▸ Problem to work on: All lines in the records that carry the string "hidden" are to be shown.

▸ Data extracts:
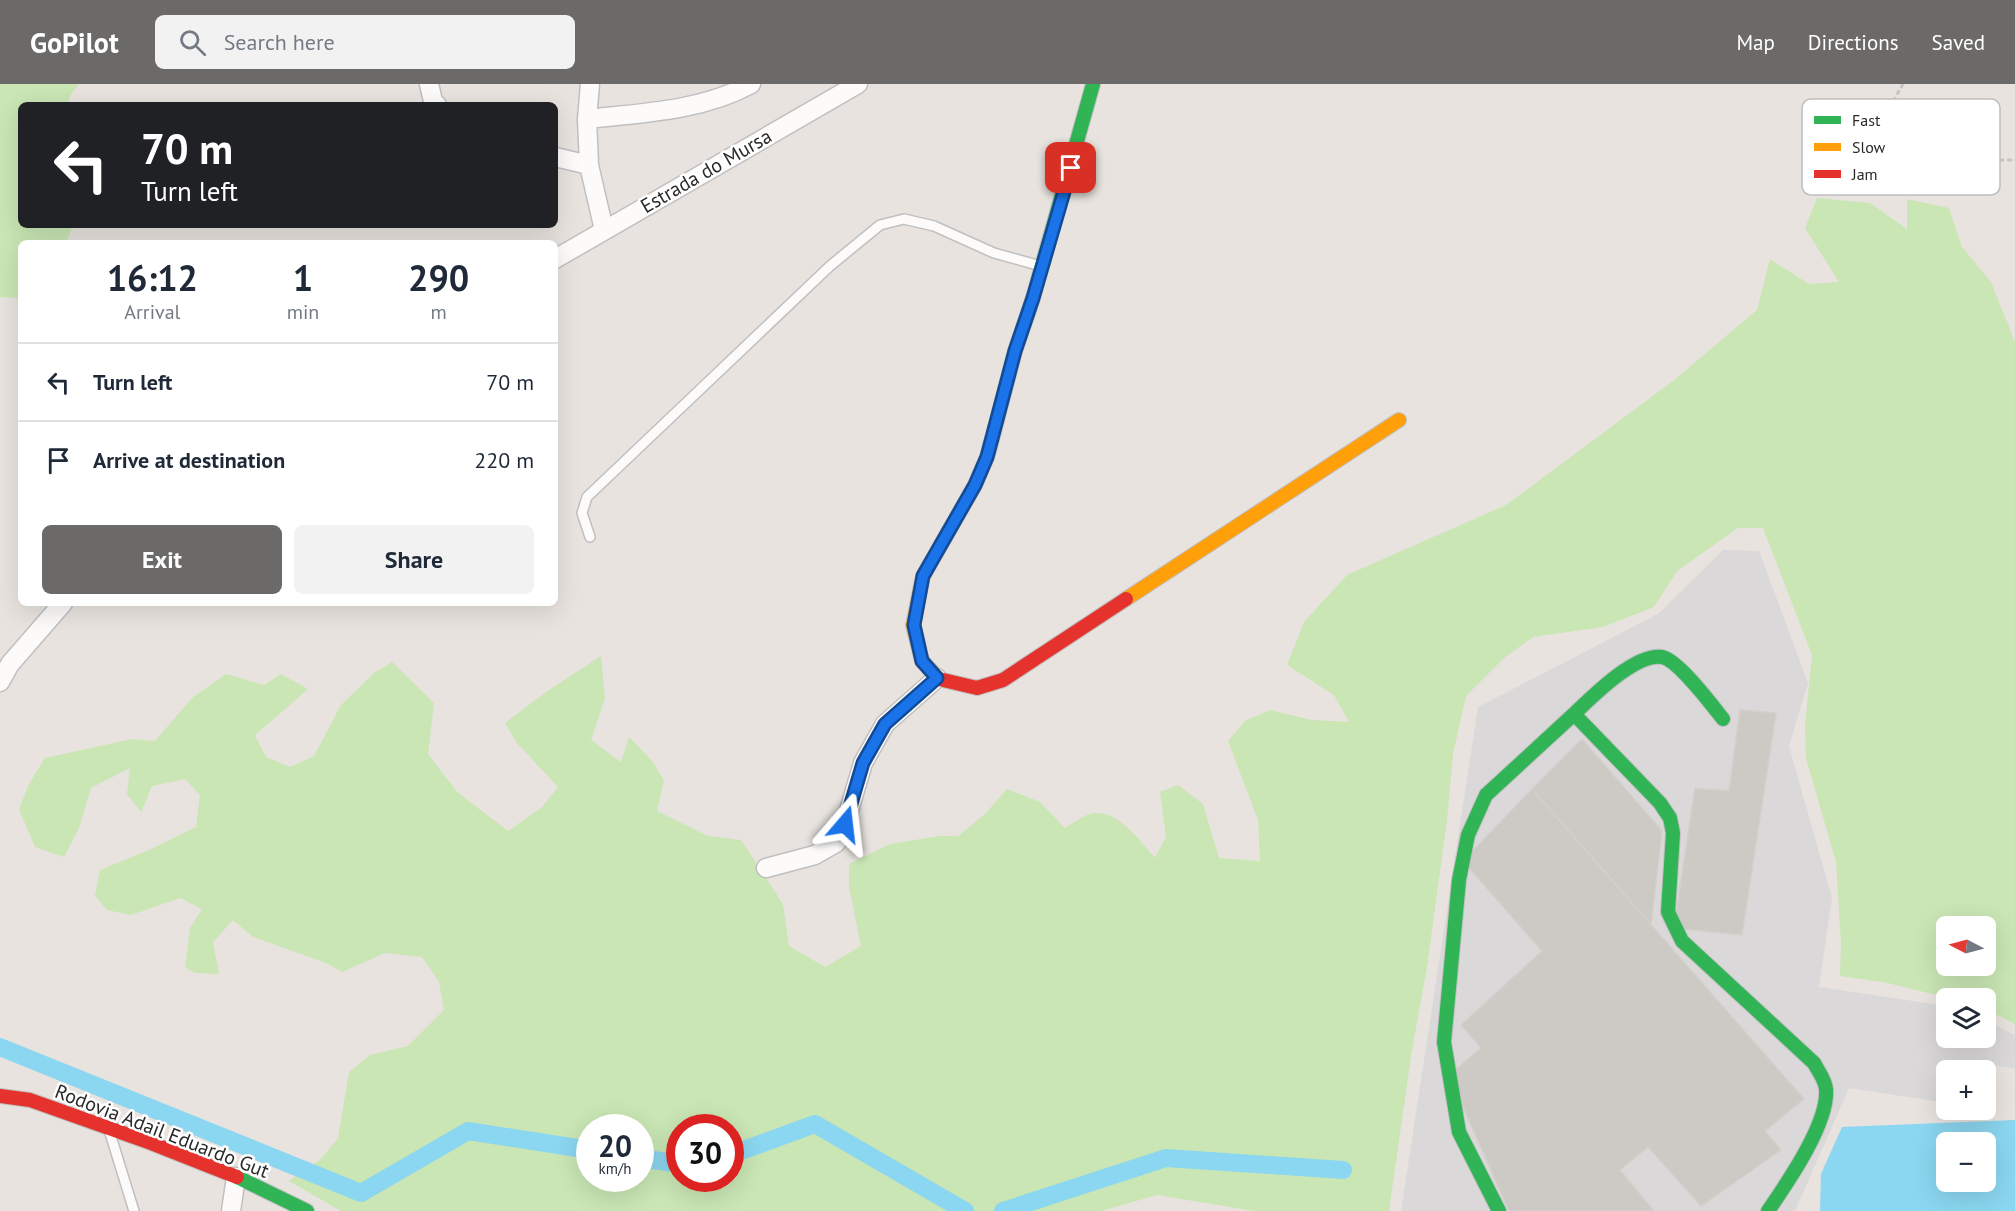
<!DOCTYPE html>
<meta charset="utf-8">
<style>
:root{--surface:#fff;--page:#f2f2f3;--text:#1f2937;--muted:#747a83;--line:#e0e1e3;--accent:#6c6a68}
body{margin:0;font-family:"PT Sans",sans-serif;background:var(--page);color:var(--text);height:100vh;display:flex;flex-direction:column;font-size:22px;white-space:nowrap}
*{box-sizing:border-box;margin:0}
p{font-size:20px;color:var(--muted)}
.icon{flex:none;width:33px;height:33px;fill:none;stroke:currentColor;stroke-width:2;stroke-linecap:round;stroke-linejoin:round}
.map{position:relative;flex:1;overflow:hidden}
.sheet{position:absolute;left:18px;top:156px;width:540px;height:366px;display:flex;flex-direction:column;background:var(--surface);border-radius:9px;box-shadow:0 6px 24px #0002}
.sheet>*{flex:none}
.guide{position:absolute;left:18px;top:18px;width:540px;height:126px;border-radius:9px;box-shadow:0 6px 24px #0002;background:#202124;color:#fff;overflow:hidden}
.needle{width:39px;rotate:276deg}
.controls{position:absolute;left:1936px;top:832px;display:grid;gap:12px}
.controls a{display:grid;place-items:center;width:60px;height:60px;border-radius:9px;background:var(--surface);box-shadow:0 6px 24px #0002;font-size:30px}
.speed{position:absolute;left:576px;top:1030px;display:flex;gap:12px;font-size:30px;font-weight:700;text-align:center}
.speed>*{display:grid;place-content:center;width:78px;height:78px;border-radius:50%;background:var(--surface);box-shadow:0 6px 24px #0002;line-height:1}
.speed small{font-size:15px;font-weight:400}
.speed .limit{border:9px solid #d22;background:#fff;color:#111}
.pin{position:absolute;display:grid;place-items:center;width:51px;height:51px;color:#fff;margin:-26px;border-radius:12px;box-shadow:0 3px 9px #0006}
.me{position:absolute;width:66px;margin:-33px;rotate:17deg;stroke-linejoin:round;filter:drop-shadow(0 0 4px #0008)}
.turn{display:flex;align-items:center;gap:21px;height:126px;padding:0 24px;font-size:27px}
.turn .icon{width:78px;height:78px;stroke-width:2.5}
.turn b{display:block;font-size:42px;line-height:51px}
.eta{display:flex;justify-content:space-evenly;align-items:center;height:102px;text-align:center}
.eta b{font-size:36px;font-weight:800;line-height:42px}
.primary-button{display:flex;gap:12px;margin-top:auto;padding:12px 24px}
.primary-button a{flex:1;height:69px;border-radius:9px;background:var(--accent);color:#fff;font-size:24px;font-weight:800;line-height:69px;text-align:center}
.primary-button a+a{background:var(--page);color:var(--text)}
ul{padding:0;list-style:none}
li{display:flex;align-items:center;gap:18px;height:78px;padding:0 24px;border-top:2px solid var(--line)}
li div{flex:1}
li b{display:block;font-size:22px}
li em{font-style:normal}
header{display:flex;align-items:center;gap:36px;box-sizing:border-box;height:84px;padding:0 30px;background:var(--accent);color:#fff}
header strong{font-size:28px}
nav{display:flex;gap:33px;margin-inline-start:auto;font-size:21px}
.search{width:420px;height:54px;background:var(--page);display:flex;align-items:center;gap:15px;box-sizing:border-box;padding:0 21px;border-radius:9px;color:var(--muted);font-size:22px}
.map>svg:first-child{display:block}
.industrial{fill:#dbd8da}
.green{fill:#c9e6b4;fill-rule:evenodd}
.water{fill:#8bd6f0;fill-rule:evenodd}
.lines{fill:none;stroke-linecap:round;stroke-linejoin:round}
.canal{stroke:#8bd6f0;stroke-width:18}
.building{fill:#cdc9c5;stroke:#d3cfca;stroke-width:1.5}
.lane-casing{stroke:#c1bfc0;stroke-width:12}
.street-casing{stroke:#c1bfc0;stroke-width:21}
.fast-casing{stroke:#c1bfc0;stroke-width:16}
.slow-casing{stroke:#c1bfc0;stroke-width:16}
.jam-casing{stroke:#c1bfc0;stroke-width:16}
.path{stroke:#c4c4c3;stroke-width:3;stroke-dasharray:4.5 3;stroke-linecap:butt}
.lane{stroke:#fcfbfa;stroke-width:9}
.street{stroke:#fcfbfa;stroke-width:18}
.fast{stroke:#30b455;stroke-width:14}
.slow{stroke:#ff9f0a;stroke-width:14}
.jam{stroke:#e5322d;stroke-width:14}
.route-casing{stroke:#114b97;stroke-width:15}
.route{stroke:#1a73e8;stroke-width:10}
.labels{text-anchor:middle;stroke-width:5;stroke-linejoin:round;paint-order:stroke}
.street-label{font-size:20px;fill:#292929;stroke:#fff}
.key{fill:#fff;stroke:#bfbfbf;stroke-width:1.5}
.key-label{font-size:16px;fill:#292929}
</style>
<header>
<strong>GoPilot</strong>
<div class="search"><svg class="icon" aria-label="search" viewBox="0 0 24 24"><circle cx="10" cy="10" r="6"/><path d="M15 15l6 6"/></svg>Search here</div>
<nav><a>Map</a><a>Directions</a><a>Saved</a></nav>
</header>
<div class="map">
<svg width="2015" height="1127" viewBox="0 0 2015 1127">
<rect width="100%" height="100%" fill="#e8e3de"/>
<path class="industrial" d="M 1723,466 L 1759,467 L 1808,599 L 1789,662 L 1832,814 L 1819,903 L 1947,922 L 1947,954 L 1986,954 L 1986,937 L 2015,951 L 2015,985 L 1984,979 L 1983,987 L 1947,987 L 1947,1019 L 1849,1004 L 1795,1127 L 1401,1127 L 1478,623 L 1658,530 Z"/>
<path class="green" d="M 0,0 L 79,0 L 71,10 L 67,21 L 21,21 L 21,141 L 73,141 L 66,159 L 21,159 L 21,214 L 0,213 Z
M 1817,114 L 1870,119 L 1907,145 L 1907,115 L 1949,124 L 1962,163 L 1991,198 L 2015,258 L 2015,940 L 1986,925 L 1986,915 L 1952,915 L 1888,899 L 1840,892 L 1841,860 L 1836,778 L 1806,674 L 1805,642 L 1812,571 L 1763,444 L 1738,444 L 1677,487 L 1654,523 L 1603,543 L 1533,553 L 1504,574 L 1466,612 L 1453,670 L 1447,736 L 1427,883 L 1412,966 L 1389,1127 L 1254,1127 L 1157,1111 L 1101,1127 L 341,1127 L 289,1097 L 321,1075 L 338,1054 L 349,988 L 370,971 L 408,962 L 444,926 L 439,898 L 422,873 L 385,869 L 342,888 L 326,879 L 253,853 L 233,836 L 213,858 L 219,890 L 195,889 L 185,883 L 190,844 L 202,825 L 180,814 L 131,831 L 107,826 L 95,812 L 100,786 L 149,766 L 196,743 L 200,711 L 185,695 L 152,702 L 141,728 L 127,710 L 130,684 L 91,704 L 79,744 L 64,773 L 35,763 L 19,725 L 29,700 L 45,674 L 132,655 L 155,657 L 192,614 L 226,590 L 264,601 L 281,590 L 308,605 L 255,651 L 266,673 L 290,683 L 314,672 L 341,621 L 374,589 L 392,578 L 434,619 L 428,670 L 457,708 L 508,747 L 542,723 L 558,703 L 517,659 L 505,639 L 546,608 L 601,572 L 605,614 L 591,656 L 621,678 L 629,653 L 653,678 L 664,697 L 657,727 L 708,752 L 741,756 L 783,820 L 789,862 L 825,883 L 861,862 L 849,803 L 849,780 L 890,760 L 940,752 L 958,752 L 985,730 L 1007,705 L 1040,718 L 1065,744 C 1072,740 1082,732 1090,730 C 1116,723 1140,757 1155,774 L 1166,753 L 1160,708 L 1178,701 L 1203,720 L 1219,774 L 1260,777 L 1258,736 L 1228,657 L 1245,637 L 1270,626 L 1312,636 L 1349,638 L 1334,611 L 1287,581 L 1304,538 L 1347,491 L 1506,421 L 1673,297 L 1757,226 L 1770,175 L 1809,200 L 1839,198 L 1805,144 ZM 1947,843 L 1986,843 L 1986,882 L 1947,882 ZM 590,1044 L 640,1044 L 640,1095 L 590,1095 ZM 680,1044 L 730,1044 L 730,1095 L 680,1095 Z"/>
<path class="water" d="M 2015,1036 L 2015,1127 L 1820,1127 L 1821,1090 L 1842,1043 ZM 1947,1059 L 1986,1059 L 1986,1098 L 1947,1098 Z"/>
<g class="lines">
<path class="canal" d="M 0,963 L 361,1109 L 468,1047 L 590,1066
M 730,1071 L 815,1040 L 965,1127
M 640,1074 L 680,1080
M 1003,1127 L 1166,1074 L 1343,1086"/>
</g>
<path class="building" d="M 1740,626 L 1776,629 L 1742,851 L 1674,844 L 1695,704 L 1729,707 Z
M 1582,655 L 1662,747 L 1651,841 L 1532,705 Z
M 1532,705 L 1804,1015 L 1765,1047 L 1781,1066 L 1701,1122 L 1648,1063 L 1620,1086 L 1654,1127 L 1509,1127 L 1449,991 L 1481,964 L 1461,941 L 1542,867 L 1463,777 Z"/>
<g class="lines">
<g class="lane-casing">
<path id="lane" d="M 590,453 L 582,429 L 587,413 L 830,182 L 880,141 L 904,135 L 934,142 L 994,169 L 1041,182
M 110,1049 L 134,1127"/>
</g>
<g class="street-casing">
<path id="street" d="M 429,0 L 433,17 L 437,21
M 590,0 L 587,35 L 589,81 L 604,146
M 587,35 C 642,29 701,27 751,0
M 555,73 L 589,81
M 555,175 L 858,0
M 0,598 L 10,580 L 63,519
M 766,784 L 815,771 L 836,759 L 845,740 L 863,679 L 885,640 L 937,594
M 231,1127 L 236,1093"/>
</g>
<g class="fast-casing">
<path id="fast" d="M 992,355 L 1015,267 L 1033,214 L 1093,0
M 1723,635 C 1712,621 1678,576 1662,573 C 1635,569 1592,613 1574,630 L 1660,719 L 1670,734 L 1673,749 L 1668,828 L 1682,857 L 1814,979 C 1818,987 1825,995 1826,1005 C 1829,1039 1787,1099 1768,1127
M 237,1093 L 307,1127
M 1499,1127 L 1459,1048 L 1444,958 L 1459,796 L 1468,751 L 1486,711 L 1574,630"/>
</g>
<g class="slow-casing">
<path id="slow" d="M 1126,515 L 1399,336
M 939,595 L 922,577 L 913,541 L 923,492 L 975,401 L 987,373 L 992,355"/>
</g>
<g class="jam-casing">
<path id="jam" d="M 939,595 L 977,604 L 1003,596 L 1126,515
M 0,1012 L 30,1016 L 151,1059 L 237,1093"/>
</g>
<path class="path" d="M 1903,0 L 1880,40 L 1876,57 L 1885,69 L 1903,77 L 2015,76"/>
<use href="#lane" class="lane"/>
<use href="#street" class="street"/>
<use href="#fast" class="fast"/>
<use href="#slow" class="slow"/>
<use href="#jam" class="jam"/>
</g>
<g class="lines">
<g class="route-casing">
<path id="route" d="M 845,740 L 863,679 L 885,640 L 937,594 L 922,577 L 914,541 L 923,492 L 975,401 L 987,373 L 1015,267 L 1033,214 L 1071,84"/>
</g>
<use href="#route" class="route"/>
</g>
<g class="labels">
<g class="street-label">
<text transform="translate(706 87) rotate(-30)" y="7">Estrada do Mursa</text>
<text transform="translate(162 1047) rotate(21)" y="7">Rodovia Adail Eduardo Gut</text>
</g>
</g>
<rect x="1802" y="15" width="198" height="96" rx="9" class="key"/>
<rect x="1814" y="32" width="27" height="8" fill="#30b455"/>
<rect x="1814" y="59" width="27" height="8" fill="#ff9f0a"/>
<rect x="1814" y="86" width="27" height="8" fill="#e5322d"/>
<g class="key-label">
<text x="1852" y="42">Fast</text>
<text x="1852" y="69">Slow</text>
<text x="1852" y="96">Jam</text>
</g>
</svg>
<div class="controls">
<a><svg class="needle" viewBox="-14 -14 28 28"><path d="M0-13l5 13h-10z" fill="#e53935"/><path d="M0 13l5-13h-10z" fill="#747a83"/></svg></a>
<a><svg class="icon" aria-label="layers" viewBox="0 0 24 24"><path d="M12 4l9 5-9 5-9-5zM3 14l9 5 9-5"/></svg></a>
<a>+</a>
<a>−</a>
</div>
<div class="speed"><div>20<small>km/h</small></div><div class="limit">30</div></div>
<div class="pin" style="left:1071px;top:84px;background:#d93025"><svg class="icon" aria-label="arrive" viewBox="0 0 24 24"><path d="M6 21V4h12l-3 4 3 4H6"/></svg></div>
<svg class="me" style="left:845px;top:740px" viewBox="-20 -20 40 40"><path d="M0-17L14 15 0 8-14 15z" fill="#1a73e8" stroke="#fff" stroke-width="4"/></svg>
<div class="guide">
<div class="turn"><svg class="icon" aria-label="left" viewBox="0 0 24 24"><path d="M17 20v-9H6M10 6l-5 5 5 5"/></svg><div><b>70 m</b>Turn left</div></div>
</div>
<section class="sheet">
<div class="eta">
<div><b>16:12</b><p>Arrival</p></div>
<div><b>1</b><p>min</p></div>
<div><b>290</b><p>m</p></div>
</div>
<ul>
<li><svg class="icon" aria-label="left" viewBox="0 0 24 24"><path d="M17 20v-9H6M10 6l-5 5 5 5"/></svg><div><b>Turn left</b></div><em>70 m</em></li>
<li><svg class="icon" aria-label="arrive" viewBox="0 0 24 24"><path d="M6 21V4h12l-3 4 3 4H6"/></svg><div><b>Arrive at destination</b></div><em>220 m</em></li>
</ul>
<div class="primary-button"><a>Exit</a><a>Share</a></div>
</section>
</div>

▸ Output for this exercise:
.map{position:relative;flex:1;overflow:hidden}
.guide{position:absolute;left:18px;top:18px;width:540px;height:126px;border-radius:9px;box-shadow:0 6px 24px #0002;background:#202124;color:#fff;overflow:hidden}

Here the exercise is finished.